On Friday 24 February 2006 23:59, Jon Pruente wrote:
On 2/22/06, Luke-Jr luke@dashjr.org wrote:
On Wednesday 22 February 2006 08:16, Jon Pruente wrote:
On 2/21/06, Luke-Jr luke@dashjr.org wrote:
eh, what happened to procmail? still works here...
It'll still work whereever it gets installed and configured.
Which happens in one place: your mail server.
Which assumes tht I have or even want to run a mail server. Or any local server on my house.
A computer's purpose is to serve humans. A private network server isn't too much different than a private local service (such as X and KDE), except for technical implementations.
And therein lie some of the headaches. http://www.applefritter.com/node/10053
That presumes you need a UPS. If it's a private server, you don't.
Unless I do something very stupid to my server, I can always surf over to dashjr.org and login to get my mail.
Or something bad happens to your hardware, as in the thread on my UPS above.

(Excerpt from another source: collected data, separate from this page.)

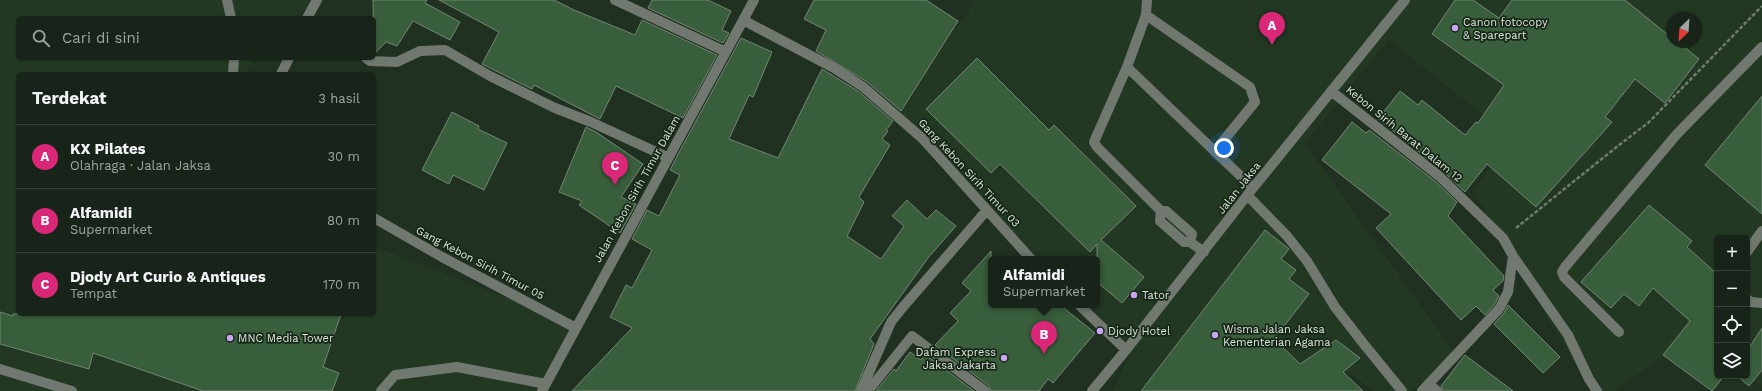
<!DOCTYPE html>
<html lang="id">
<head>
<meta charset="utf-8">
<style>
  :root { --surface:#182419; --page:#253026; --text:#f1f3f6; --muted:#9fa4a2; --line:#364138; --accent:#db2777 }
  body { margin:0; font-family:"Work Sans",sans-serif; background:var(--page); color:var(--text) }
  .controls { position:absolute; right:12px; bottom:12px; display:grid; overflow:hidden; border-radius:6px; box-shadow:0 1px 3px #0004 }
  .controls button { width:36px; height:36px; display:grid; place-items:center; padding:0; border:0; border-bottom:1px solid var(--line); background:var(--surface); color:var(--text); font:20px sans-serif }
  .compass { position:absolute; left:1666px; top:12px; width:36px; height:36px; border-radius:50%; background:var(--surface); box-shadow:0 1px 3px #0004; rotate:205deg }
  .you { position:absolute; left:1224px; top:148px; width:14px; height:14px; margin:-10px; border:3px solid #fff; border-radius:50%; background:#1a73e8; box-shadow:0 0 0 6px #1a73e833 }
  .badge { display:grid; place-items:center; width:26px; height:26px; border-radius:50%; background:var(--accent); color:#fff; font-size:13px; font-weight:700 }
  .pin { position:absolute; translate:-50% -33px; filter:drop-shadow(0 1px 2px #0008) }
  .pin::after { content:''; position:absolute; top:21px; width:14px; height:12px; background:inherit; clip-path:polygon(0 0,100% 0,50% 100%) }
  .popup { position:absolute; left:988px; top:256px; width:112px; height:52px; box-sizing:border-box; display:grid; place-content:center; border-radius:6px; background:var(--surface); filter:drop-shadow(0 1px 3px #0005); font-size:13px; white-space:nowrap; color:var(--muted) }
  .popup b { font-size:15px; color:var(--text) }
  .popup::after { content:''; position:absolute; left:50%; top:100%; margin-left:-8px; border:8px solid transparent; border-top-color:var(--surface) }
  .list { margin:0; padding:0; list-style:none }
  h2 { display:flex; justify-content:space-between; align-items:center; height:52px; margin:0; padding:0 16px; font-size:17px }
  h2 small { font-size:13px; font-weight:400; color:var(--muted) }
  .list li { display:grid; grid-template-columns:26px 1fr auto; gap:12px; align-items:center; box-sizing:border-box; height:64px; padding:0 16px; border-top:1px solid var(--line) }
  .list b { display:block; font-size:15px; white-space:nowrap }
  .list p { margin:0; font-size:13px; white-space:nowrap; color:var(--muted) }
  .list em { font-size:13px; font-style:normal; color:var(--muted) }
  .icon { flex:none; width:22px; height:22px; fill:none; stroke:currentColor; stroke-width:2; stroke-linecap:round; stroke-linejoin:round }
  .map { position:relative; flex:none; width:1762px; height:391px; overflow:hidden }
  .search { position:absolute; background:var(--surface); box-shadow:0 1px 3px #0004; left:16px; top:16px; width:360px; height:44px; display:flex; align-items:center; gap:10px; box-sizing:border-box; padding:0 14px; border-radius:6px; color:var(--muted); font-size:15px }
  .panel { position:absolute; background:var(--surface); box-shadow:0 1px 3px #0004; left:16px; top:72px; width:360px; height:244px; border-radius:6px }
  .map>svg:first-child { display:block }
  .built { fill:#223823; fill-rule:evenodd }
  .building { fill:#385e3b; stroke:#738674 }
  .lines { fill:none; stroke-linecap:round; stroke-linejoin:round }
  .path { stroke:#6e7c6f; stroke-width:2.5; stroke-dasharray:4 2; stroke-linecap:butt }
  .minor { stroke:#707870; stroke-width:10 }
  .poi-dot { fill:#c9a5ee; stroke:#162617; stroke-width:1.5 }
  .labels { text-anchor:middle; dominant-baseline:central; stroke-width:3.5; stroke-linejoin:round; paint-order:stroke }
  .poi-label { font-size:11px; fill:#dae5da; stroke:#162617; text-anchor:start }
  .street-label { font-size:11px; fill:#dae5da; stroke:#162617 }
</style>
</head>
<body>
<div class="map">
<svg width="1762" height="391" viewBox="0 0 1762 391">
  <rect width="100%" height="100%" fill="#203021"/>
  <path class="built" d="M0,0H317L295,18H18V58H253L246,74H18V314H374V246L579,326L547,391H0Z
    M968,0H1762V387L1745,376H1747V238H1717V357L1688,338L1615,391H1591L1473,191L1512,138L1389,40L1305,143L1456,355L1411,391H1373L1348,372L1327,391H1113L1132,349L1086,305H1097V259H1038L891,118L974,4ZM1672,18H1696V42H1672Z"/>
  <path class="building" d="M373,0H427L425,3L460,22L450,40L413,21L397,46L386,42L374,54Z
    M439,0H554L574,10L635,35L642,20L717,55L683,118L616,86L600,119L534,85L532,89L482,64L499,32Z
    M652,0H708L731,11L722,30L729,33L723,43L648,8Z
    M814,0H926L958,21L901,111L866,81L816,51L826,30L804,19Z
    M1455,0H1473L1499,18L1512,0H1625L1672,38V42H1678L1699,59L1665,103L1635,79L1605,117L1612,122L1536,207L1487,164L1465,192L1443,171L1378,119L1400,91L1418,105L1422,100L1465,135L1476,122L1478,123L1504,85L1432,34Z
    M741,38L772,52L753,97L749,95L729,139L778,158L822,69L858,91L893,121L886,130L888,131L882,139L890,145L859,197L864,202L847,236L881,259L904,226L892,216L907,200L927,219L936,210L956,226L928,258L870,339L874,344L855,391H572L632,328L610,317L626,285L632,288L652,250L632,239L647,210L659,216L680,175L670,170L676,158Z
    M977,58L1049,130L1054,125L1136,206L1101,240L1144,277L1122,303L1097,282V244L1090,252L1000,164L991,173L926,109Z
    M1762,96V214L1705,165Z
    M452,112L479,126L478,129L507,143L484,190L453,175L449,184L422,170Z
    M1352,122L1366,133L1369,130L1435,181L1457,202L1448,216L1504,276L1503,281L1493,290L1499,296L1494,305L1485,315L1476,306L1461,320L1376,228L1391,214L1322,160Z
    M586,127L596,132L643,164L621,197L636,204L620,233L579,205L582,201L559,192Z
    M1649,205L1692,241L1687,247L1717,274V376H1724L1712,391L1663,355L1690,321L1653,288L1639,306L1624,294L1611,308L1581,282Z
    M1265,230L1289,249L1281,259L1296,270L1289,279L1309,294L1274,339L1300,364L1336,340L1360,358L1343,372L1363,391H1141Z
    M991,251V305H1060L1095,333L1053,383L1048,379L1039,391H991L989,386L935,345L958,321L950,313L971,291L962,283Z
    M1508,305L1560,357L1543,373L1494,324L1504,313Z
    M0,312L13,316V314H341L323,367L339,373L332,391H203L93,353L89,369L0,344Z
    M1762,328V370L1749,386L1737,376H1747V351Z
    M910,352L921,360L926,355L974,391H876L894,369L896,371Z
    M1465,355L1513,391H1443L1441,386Z"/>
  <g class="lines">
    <path class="path" d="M1516,228L1614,149L1649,122L1762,6"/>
    <path class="minor" d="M227,0L231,18
      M615,0L726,52
      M1147,0L1146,15L1127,67L1253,188
      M1146,15L1250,87L1255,102L1215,151
      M307,18L317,0
      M743,20L834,68L862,86L922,138L1031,259
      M366,58L370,61L397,62L420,51L445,50L490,76L555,108L591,122L667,157
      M1127,67L1094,142L1097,147L1161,211H1166L1192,234L1190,242
      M233,74L234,58
      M281,74L289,58
      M1331,91L1439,176L1503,238L1513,256L1568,335L1589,379L1597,391
      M1248,196L1287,236L1307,261L1335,307L1363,343L1402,391
      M1161,211L1160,221L1184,242H1190L1204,252
      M374,218L442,257L576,328
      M1747,252L1762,231
      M1747,299L1751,302L1762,303
      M1079,305L1126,350
      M1619,332L1564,277L1562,272L1565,267L1677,134L1762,47
      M0,369L72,391
      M1429,384L1437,391
      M381,391L395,375L457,367L546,384
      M542,391L754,0
      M861,391L891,322L903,307L987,210
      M868,391L912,336L985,391
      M1092,391L1126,350L1253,188L1405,0
      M1422,391L1499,309L1508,292L1513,256"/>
  </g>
  <g class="poi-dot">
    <circle cx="1455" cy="28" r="4"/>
    <circle cx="1134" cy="295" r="4"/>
    <circle cx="1100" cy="331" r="4"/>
    <circle cx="1215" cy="335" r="4"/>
    <circle cx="230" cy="338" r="4"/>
    <circle cx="1004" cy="358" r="4"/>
  </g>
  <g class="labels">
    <g class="poi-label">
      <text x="1463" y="22">Canon fotocopy<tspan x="1463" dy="13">&amp; Sparepart</tspan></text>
      <text x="1142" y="295">Tator</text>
      <text x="1223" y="329">Wisma Jalan Jaksa<tspan x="1223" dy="13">Kementerian Agama</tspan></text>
      <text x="1108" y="331">Djody Hotel</text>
      <text x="238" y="338">MNC Media Tower</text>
      <text x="996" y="352" text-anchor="end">Dafam Express<tspan x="996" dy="13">Jaksa Jakarta</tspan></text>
    </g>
    <g class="street-label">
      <text transform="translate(1404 134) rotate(39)">Kebon Sirih Barat Dalam 12</text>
      <text transform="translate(969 173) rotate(47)">Gang Kebon Sirih Timur 03</text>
      <text transform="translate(1239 188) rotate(-52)">Jalan Jaksa</text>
      <text transform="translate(637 189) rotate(-61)">Jalan Kebon Sirih Timur Dalam</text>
      <text transform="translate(480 263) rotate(28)">Gang Kebon Sirih Timur 05</text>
    </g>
  </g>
</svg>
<div class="controls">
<button>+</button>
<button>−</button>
<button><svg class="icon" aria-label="locate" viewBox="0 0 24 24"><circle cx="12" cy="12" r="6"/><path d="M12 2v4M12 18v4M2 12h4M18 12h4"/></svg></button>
<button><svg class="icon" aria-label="layers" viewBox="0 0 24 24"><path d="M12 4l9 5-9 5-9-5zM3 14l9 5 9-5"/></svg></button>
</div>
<svg class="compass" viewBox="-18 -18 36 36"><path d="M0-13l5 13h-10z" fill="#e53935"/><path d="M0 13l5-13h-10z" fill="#9fa4a2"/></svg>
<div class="you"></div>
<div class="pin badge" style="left:1272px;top:45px">A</div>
<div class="pin badge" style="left:1044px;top:354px">B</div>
<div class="popup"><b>Alfamidi</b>Supermarket</div>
<div class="pin badge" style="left:615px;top:185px">C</div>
<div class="search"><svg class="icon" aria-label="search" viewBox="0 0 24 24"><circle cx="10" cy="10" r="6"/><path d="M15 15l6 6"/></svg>Cari di sini</div>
<section class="panel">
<h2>Terdekat<small>3 hasil</small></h2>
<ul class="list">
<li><span class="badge">A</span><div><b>KX Pilates</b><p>Olahraga · Jalan Jaksa</p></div><em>30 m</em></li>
<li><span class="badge">B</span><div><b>Alfamidi</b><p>Supermarket</p></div><em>80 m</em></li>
<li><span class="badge">C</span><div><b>Djody Art Curio &amp; Antiques</b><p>Tempat</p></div><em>170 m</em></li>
</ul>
</section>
</div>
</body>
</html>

An additional mail server isn't going to make that any more likely than it would otherwise be. Besides, it's not much more likely to happen with my hardware as it is to happen with Google's hardware. Sure, they'll have backups, but you should too. (Note: with this last statement, I am somewhat a hypocrite, since I have virtually no backups at this point due to their expense-- but they're still a *very* good idea)
Huh? What headaches? Unless you're even worse than I am with keeping free disk space...
Local space, server space, keeping one machine alive to be a server for any length of time. ;)
Sure, I'm assuming you already have a computer... No need for it to be a separate server box.
So once they get their act together I can get things sorted better.
emerge courier-imap
The main difference in our methods involve running a server. For 99.9% of people, that isn't even an option.
For 99.9% of people, they are indeed limited to using what others provide. That's no reason the 0.1% of us who aren't limited as such shouldn't use our talents.